Problem requirements.
Your answer must be an exact repeat of the lines from the one containing "Input: one rendered" through the last line of the records, both included, with no pictures.

Saved entries
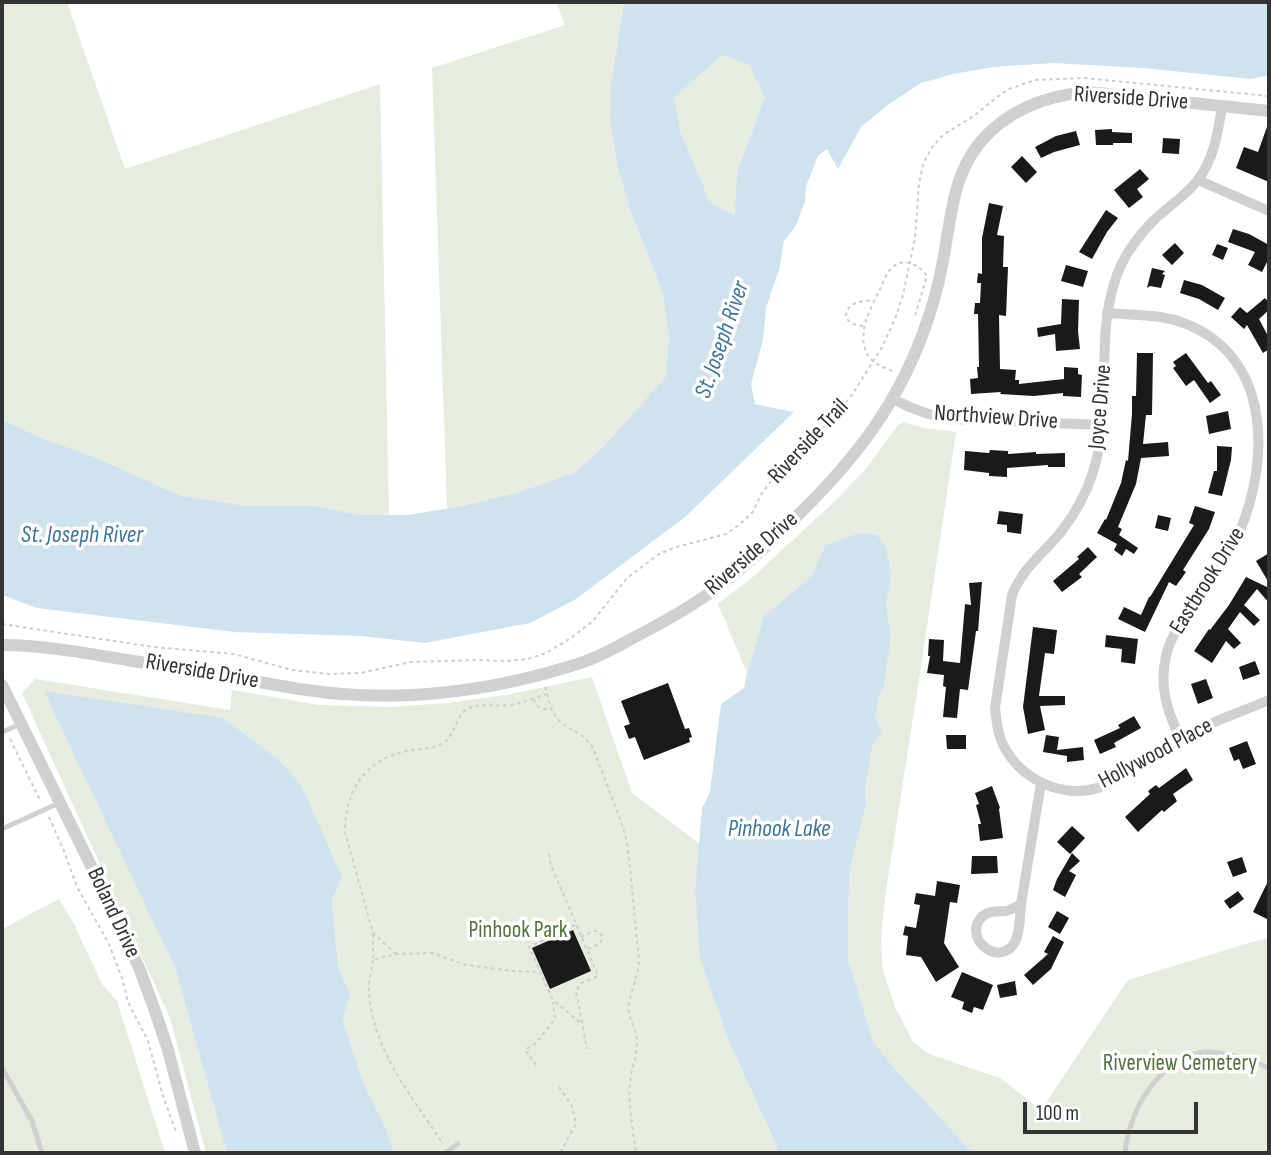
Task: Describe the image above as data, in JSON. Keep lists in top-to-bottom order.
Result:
{
  "streets": {
    "street": [
      "Riverside Drive",
      "Joyce Drive",
      "Northview Drive",
      "Eastbrook Drive",
      "Hollywood Place",
      "Boland Drive"
    ],
    "path": ["Riverside Trail"]
  },
  "crossings": [
    ["Riverside Drive", "Joyce Drive"],
    ["Riverside Drive", "Northview Drive"],
    ["Joyce Drive", "Northview Drive"],
    ["Joyce Drive", "Eastbrook Drive"],
    ["Joyce Drive", "Hollywood Place"],
    ["Eastbrook Drive", "Hollywood Place"]
  ],
  "water": ["St. Joseph River", "Pinhook Lake"],
  "parks": ["Pinhook Park", "Riverview Cemetery"],
  "scale_bar": "100 m"
}
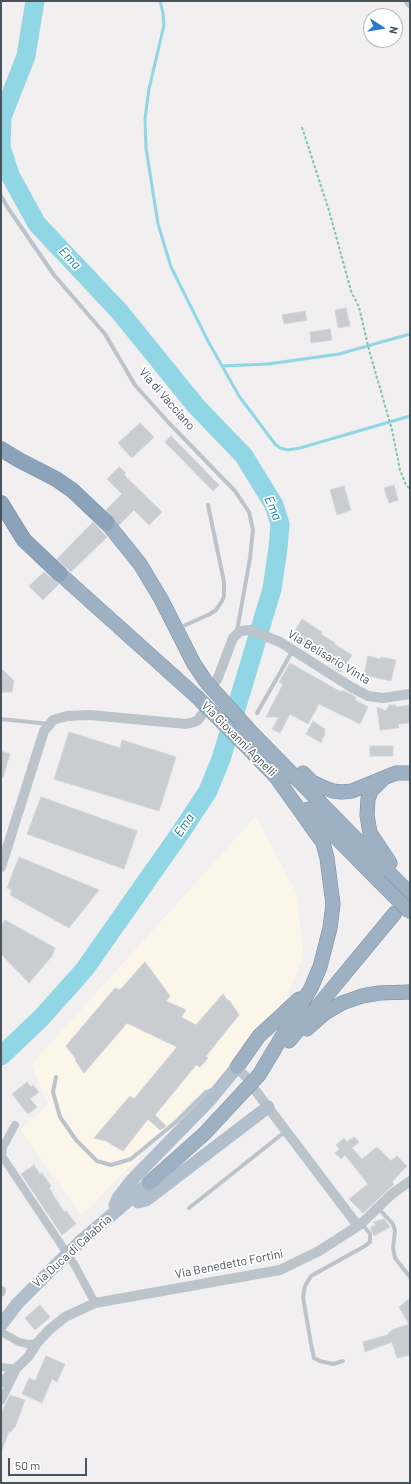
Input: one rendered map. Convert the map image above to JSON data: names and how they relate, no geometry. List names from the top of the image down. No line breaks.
{"streets":{"highway":["Via Giovanni Agnelli"],"main road":["Via Duca di Calabria"],"street":["Via di Vacciano","Via Belisario Vinta","Via Benedetto Fortini"]},"crossings":[["Via di Vacciano","Via Belisario Vinta"],["Via di Vacciano","Via Giovanni Agnelli"]],"water":["Ema"],"scale_bar":"50 m","north":"right"}
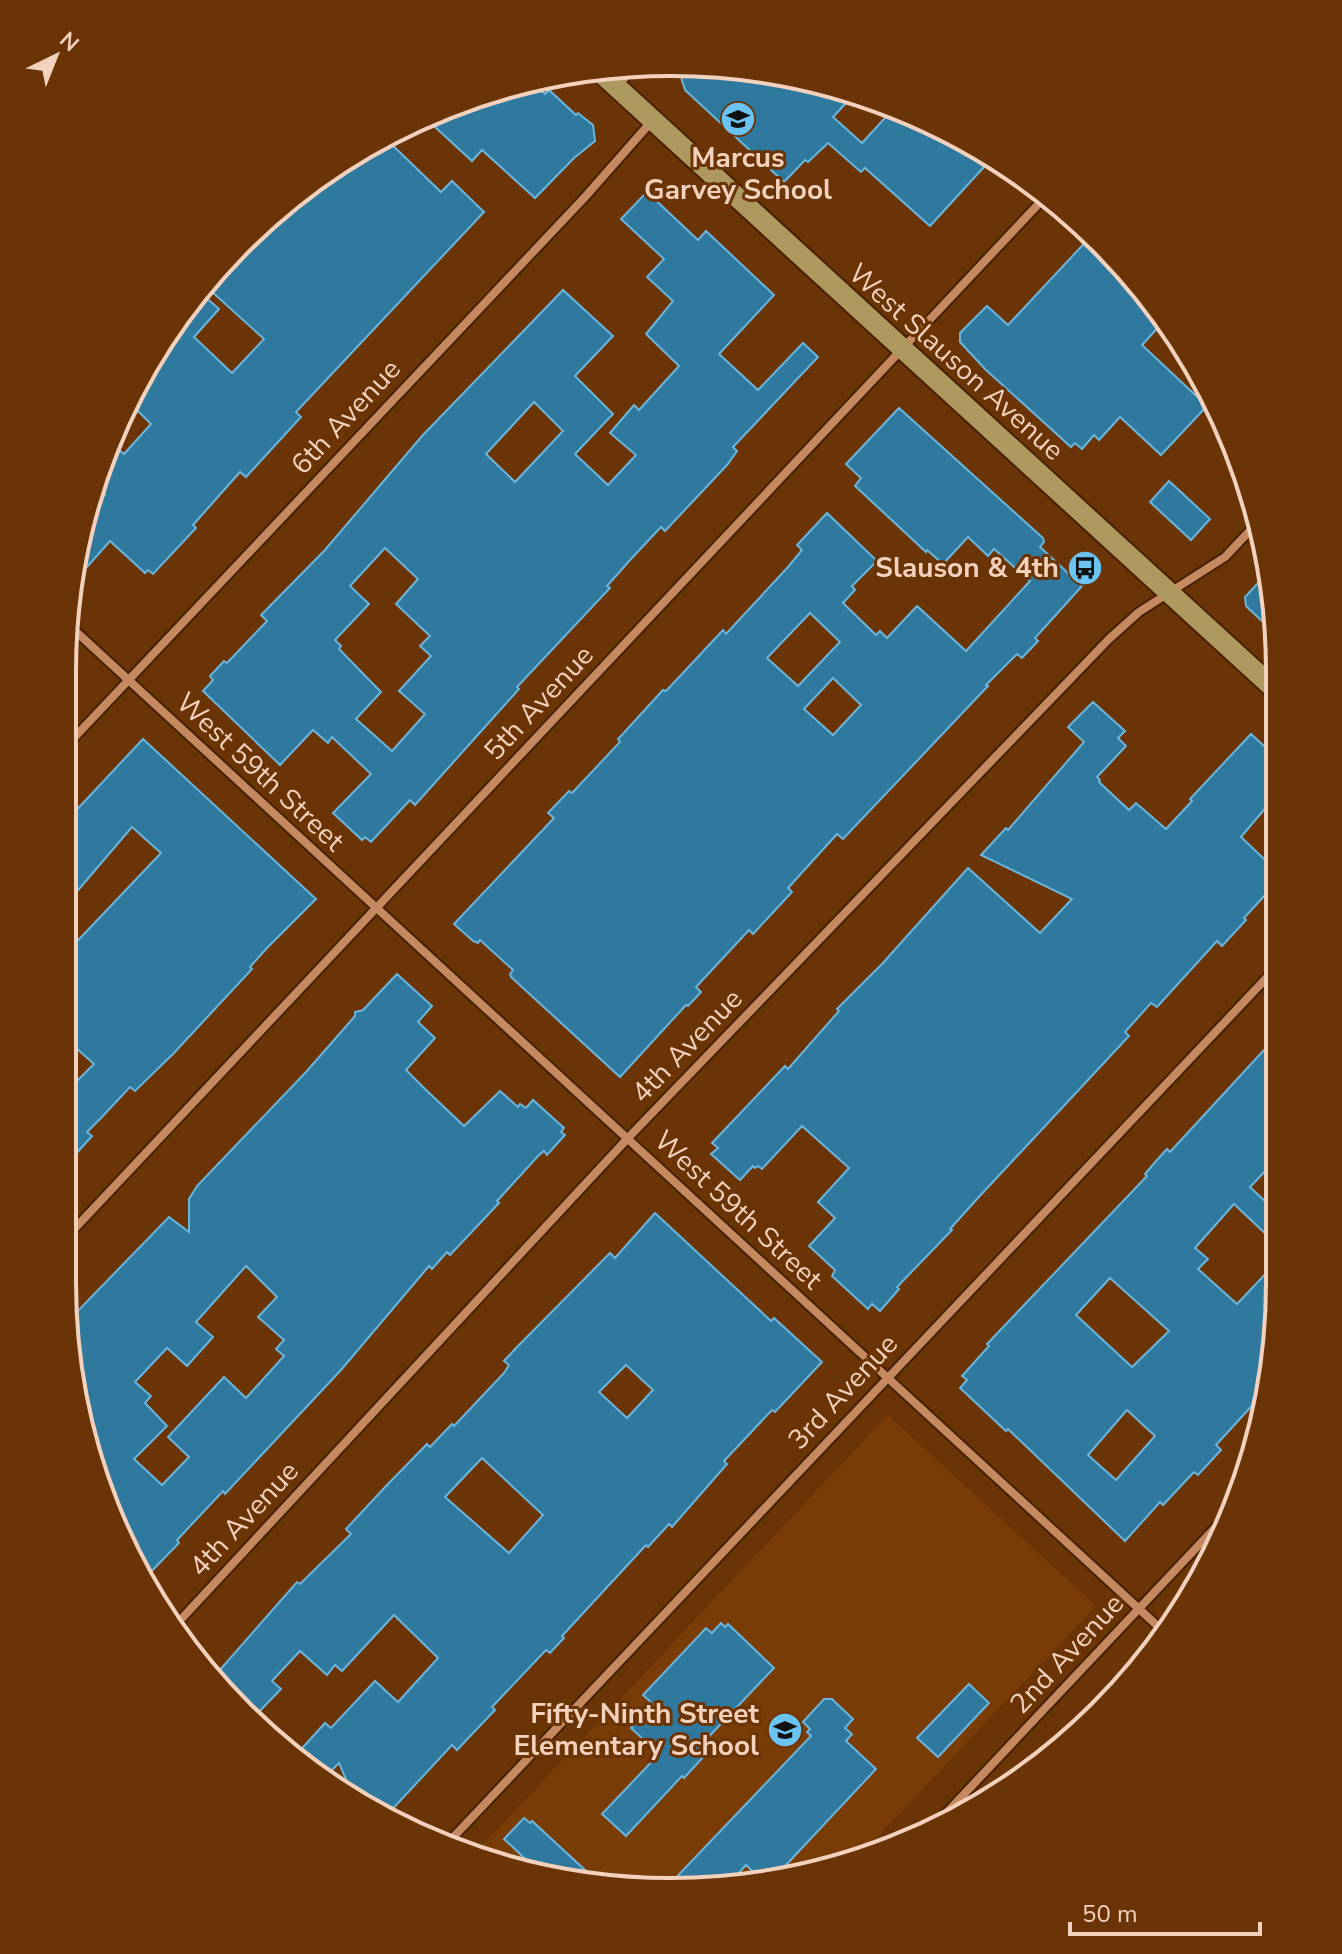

Solution for this exercise.
Input: one rendered map. Convert the map image above to JSON data: names and how they relate, no geometry. List names from the top of the image down. No line breaks.
{"streets":{"highway":["Via Giovanni Agnelli"],"main road":["Via Duca di Calabria"],"street":["Via di Vacciano","Via Belisario Vinta","Via Benedetto Fortini"]},"crossings":[["Via di Vacciano","Via Belisario Vinta"],["Via di Vacciano","Via Giovanni Agnelli"]],"water":["Ema"],"scale_bar":"50 m","north":"right"}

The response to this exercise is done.